[INFORMATION — start]
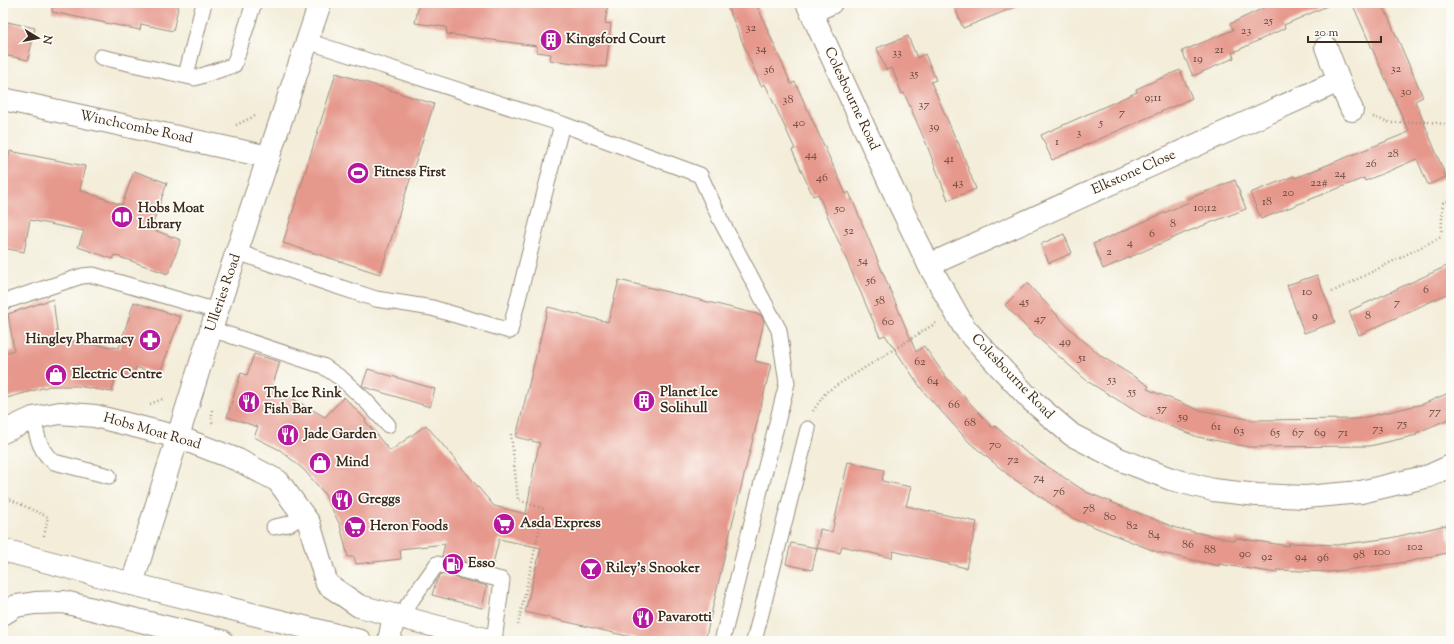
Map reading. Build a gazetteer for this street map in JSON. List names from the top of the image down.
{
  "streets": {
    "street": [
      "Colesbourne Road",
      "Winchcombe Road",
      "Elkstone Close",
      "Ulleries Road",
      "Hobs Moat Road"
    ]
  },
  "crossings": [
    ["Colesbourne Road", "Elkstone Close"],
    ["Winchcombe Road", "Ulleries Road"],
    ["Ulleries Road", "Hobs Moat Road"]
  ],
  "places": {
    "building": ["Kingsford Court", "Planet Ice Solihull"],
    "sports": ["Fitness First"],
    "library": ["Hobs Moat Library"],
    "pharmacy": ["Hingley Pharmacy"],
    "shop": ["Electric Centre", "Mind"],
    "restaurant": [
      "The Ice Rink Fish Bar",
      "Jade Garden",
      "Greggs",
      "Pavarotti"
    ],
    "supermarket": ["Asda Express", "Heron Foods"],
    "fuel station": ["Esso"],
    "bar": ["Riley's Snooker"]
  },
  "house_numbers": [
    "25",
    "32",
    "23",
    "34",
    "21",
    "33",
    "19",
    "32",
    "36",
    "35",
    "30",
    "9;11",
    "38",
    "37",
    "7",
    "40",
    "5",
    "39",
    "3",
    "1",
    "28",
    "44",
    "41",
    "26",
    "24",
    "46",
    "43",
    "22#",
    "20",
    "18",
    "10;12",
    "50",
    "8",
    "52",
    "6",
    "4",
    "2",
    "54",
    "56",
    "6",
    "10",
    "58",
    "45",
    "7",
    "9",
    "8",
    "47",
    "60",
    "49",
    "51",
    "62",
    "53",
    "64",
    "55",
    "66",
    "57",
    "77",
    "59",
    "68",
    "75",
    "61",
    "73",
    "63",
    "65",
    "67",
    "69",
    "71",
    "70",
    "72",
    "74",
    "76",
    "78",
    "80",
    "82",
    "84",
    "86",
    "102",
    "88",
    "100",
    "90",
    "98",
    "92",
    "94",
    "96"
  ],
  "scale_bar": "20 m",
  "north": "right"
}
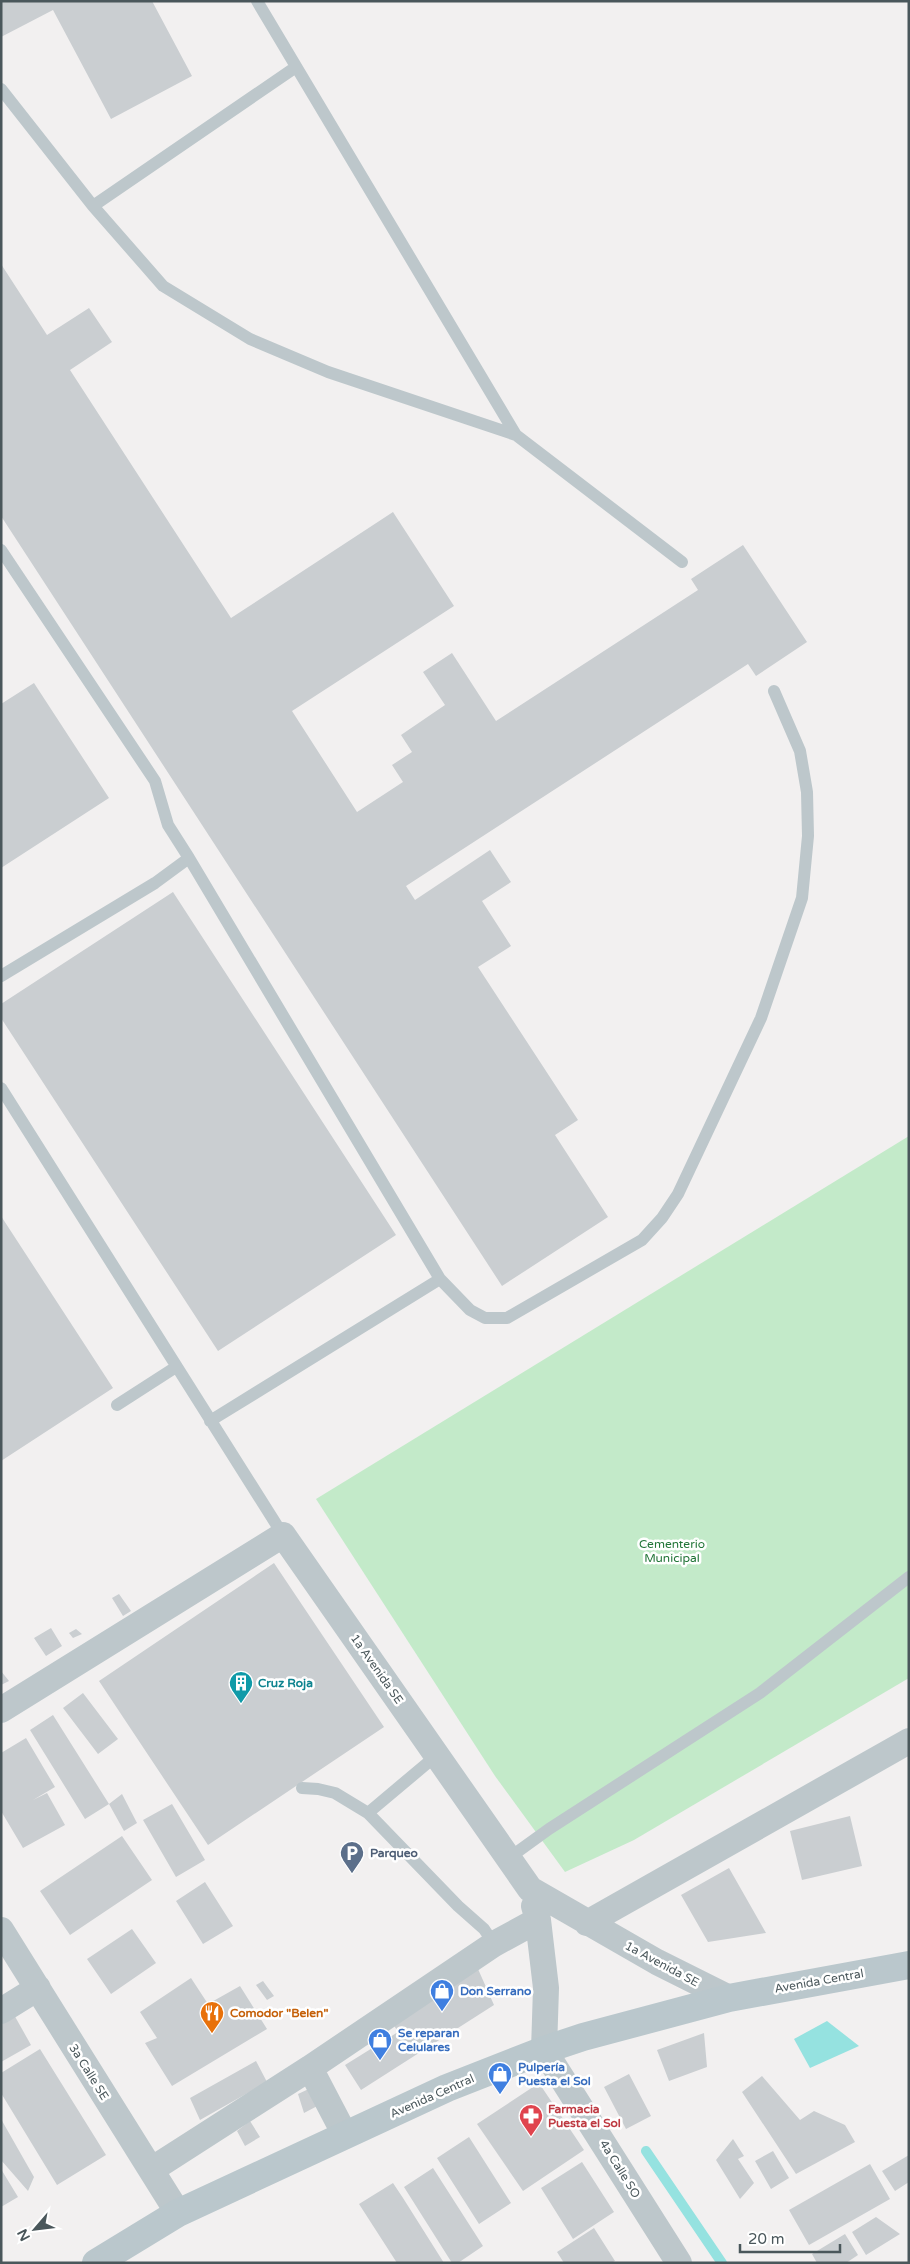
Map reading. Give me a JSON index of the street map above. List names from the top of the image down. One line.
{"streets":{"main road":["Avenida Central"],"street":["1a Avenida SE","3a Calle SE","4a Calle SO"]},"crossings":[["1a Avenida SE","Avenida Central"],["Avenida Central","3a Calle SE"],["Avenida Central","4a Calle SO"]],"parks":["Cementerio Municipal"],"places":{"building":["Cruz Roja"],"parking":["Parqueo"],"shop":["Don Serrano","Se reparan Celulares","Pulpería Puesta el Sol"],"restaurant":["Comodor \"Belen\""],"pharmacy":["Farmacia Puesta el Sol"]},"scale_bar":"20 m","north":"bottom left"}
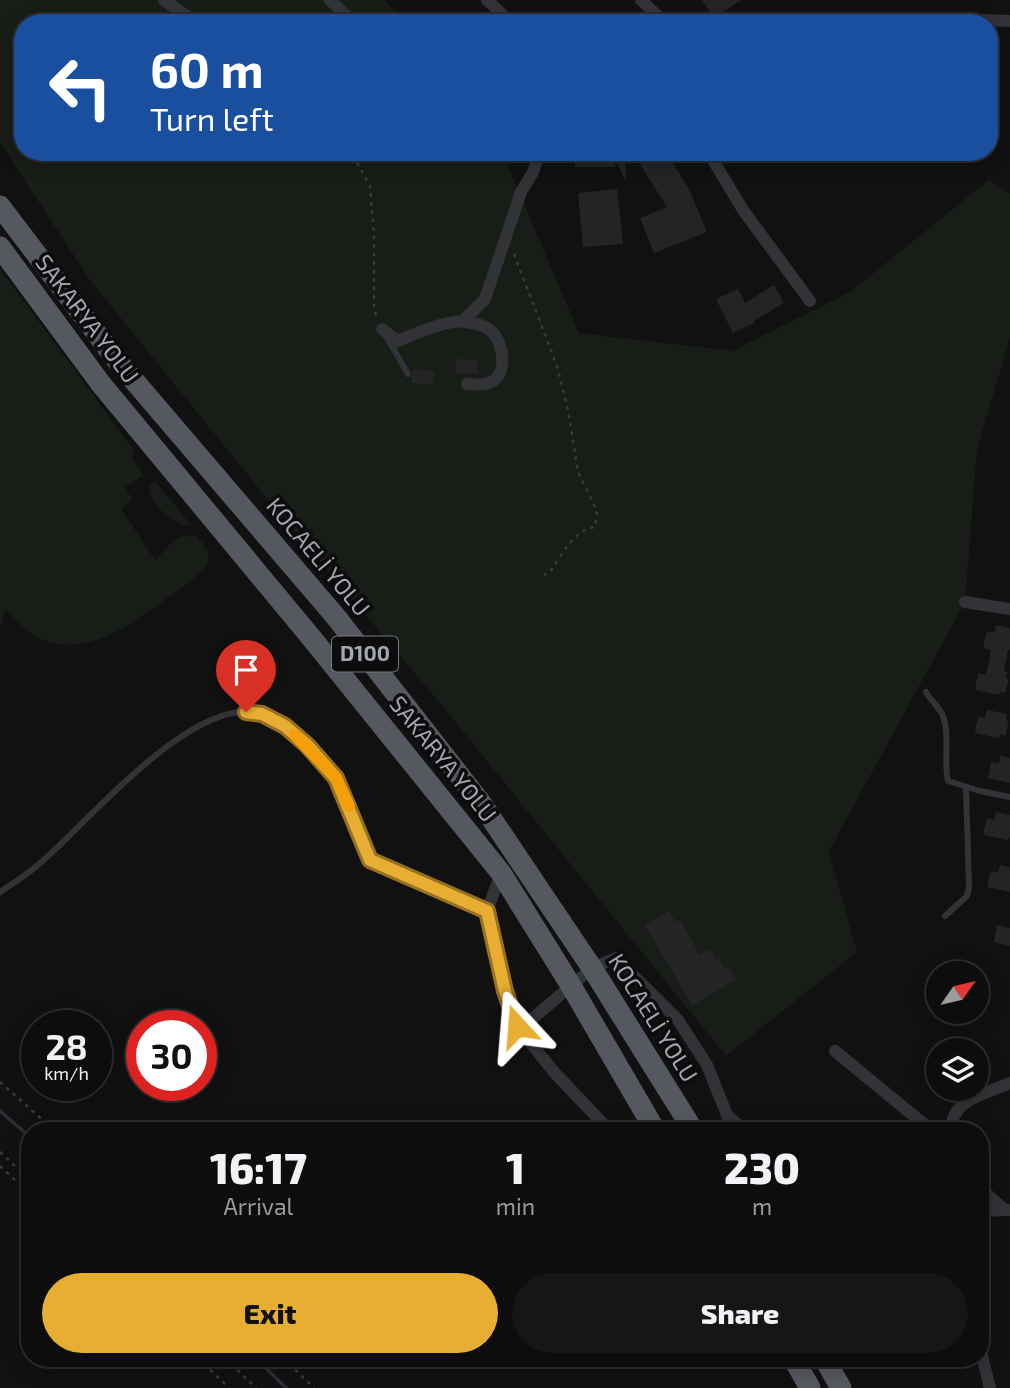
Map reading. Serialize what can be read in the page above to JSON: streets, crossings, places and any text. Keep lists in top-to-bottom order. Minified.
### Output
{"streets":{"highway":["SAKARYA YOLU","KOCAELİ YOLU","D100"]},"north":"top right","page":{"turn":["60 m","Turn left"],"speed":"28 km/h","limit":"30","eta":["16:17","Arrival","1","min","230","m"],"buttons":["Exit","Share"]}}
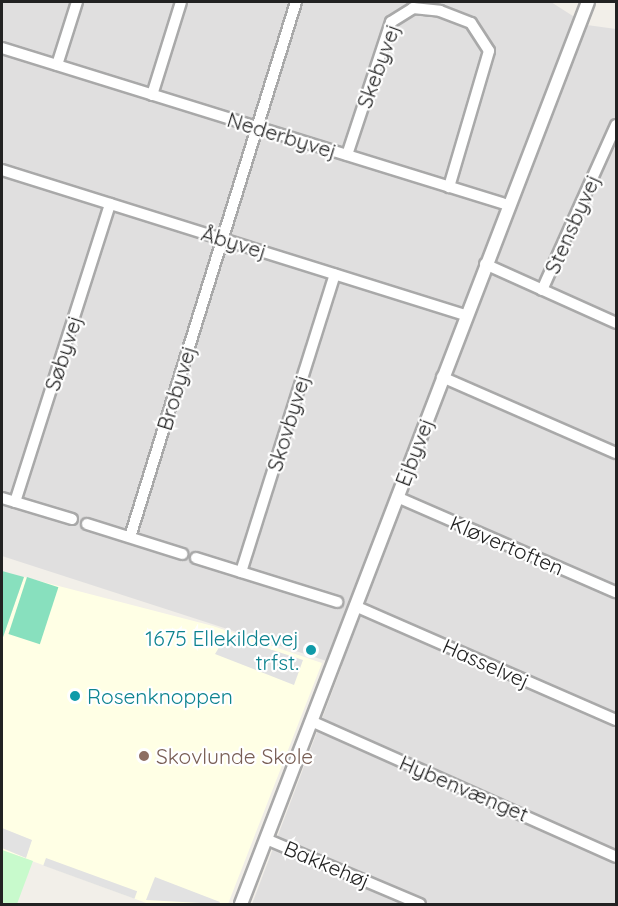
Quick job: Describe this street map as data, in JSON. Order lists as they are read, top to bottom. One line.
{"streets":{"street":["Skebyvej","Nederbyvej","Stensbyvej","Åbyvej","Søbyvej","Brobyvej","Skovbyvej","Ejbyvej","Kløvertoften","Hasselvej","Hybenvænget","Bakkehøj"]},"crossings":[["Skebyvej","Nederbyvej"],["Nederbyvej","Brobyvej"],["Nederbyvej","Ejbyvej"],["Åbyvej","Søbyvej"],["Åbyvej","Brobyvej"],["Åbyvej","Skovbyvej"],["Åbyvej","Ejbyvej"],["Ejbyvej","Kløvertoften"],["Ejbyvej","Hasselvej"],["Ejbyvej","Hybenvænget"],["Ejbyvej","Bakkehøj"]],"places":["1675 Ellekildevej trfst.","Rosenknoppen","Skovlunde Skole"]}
[INFORMATION — finish]
Could the lines above be copied out exactly, with no image carried over?

Map reading. Build a gazetteer for this street map in JSON. List names from the top of the image down.
{
  "streets": {
    "street": [
      "Colesbourne Road",
      "Winchcombe Road",
      "Elkstone Close",
      "Ulleries Road",
      "Hobs Moat Road"
    ]
  },
  "crossings": [
    ["Colesbourne Road", "Elkstone Close"],
    ["Winchcombe Road", "Ulleries Road"],
    ["Ulleries Road", "Hobs Moat Road"]
  ],
  "places": {
    "building": ["Kingsford Court", "Planet Ice Solihull"],
    "sports": ["Fitness First"],
    "library": ["Hobs Moat Library"],
    "pharmacy": ["Hingley Pharmacy"],
    "shop": ["Electric Centre", "Mind"],
    "restaurant": [
      "The Ice Rink Fish Bar",
      "Jade Garden",
      "Greggs",
      "Pavarotti"
    ],
    "supermarket": ["Asda Express", "Heron Foods"],
    "fuel station": ["Esso"],
    "bar": ["Riley's Snooker"]
  },
  "house_numbers": [
    "25",
    "32",
    "23",
    "34",
    "21",
    "33",
    "19",
    "32",
    "36",
    "35",
    "30",
    "9;11",
    "38",
    "37",
    "7",
    "40",
    "5",
    "39",
    "3",
    "1",
    "28",
    "44",
    "41",
    "26",
    "24",
    "46",
    "43",
    "22#",
    "20",
    "18",
    "10;12",
    "50",
    "8",
    "52",
    "6",
    "4",
    "2",
    "54",
    "56",
    "6",
    "10",
    "58",
    "45",
    "7",
    "9",
    "8",
    "47",
    "60",
    "49",
    "51",
    "62",
    "53",
    "64",
    "55",
    "66",
    "57",
    "77",
    "59",
    "68",
    "75",
    "61",
    "73",
    "63",
    "65",
    "67",
    "69",
    "71",
    "70",
    "72",
    "74",
    "76",
    "78",
    "80",
    "82",
    "84",
    "86",
    "102",
    "88",
    "100",
    "90",
    "98",
    "92",
    "94",
    "96"
  ],
  "scale_bar": "20 m",
  "north": "right"
}
Map reading. Give me a JSON index of the street map above. List names from the top of the image down. One line.
{"streets":{"main road":["Avenida Central"],"street":["1a Avenida SE","3a Calle SE","4a Calle SO"]},"crossings":[["1a Avenida SE","Avenida Central"],["Avenida Central","3a Calle SE"],["Avenida Central","4a Calle SO"]],"parks":["Cementerio Municipal"],"places":{"building":["Cruz Roja"],"parking":["Parqueo"],"shop":["Don Serrano","Se reparan Celulares","Pulpería Puesta el Sol"],"restaurant":["Comodor \"Belen\""],"pharmacy":["Farmacia Puesta el Sol"]},"scale_bar":"20 m","north":"bottom left"}
Map reading. Serialize what can be read in the page above to JSON: streets, crossings, places and any text. Keep lists in top-to-bottom order. Minified.
### Output
{"streets":{"highway":["SAKARYA YOLU","KOCAELİ YOLU","D100"]},"north":"top right","page":{"turn":["60 m","Turn left"],"speed":"28 km/h","limit":"30","eta":["16:17","Arrival","1","min","230","m"],"buttons":["Exit","Share"]}}
Quick job: Describe this street map as data, in JSON. Order lists as they are read, top to bottom. One line.
{"streets":{"street":["Skebyvej","Nederbyvej","Stensbyvej","Åbyvej","Søbyvej","Brobyvej","Skovbyvej","Ejbyvej","Kløvertoften","Hasselvej","Hybenvænget","Bakkehøj"]},"crossings":[["Skebyvej","Nederbyvej"],["Nederbyvej","Brobyvej"],["Nederbyvej","Ejbyvej"],["Åbyvej","Søbyvej"],["Åbyvej","Brobyvej"],["Åbyvej","Skovbyvej"],["Åbyvej","Ejbyvej"],["Ejbyvej","Kløvertoften"],["Ejbyvej","Hasselvej"],["Ejbyvej","Hybenvænget"],["Ejbyvej","Bakkehøj"]],"places":["1675 Ellekildevej trfst.","Rosenknoppen","Skovlunde Skole"]}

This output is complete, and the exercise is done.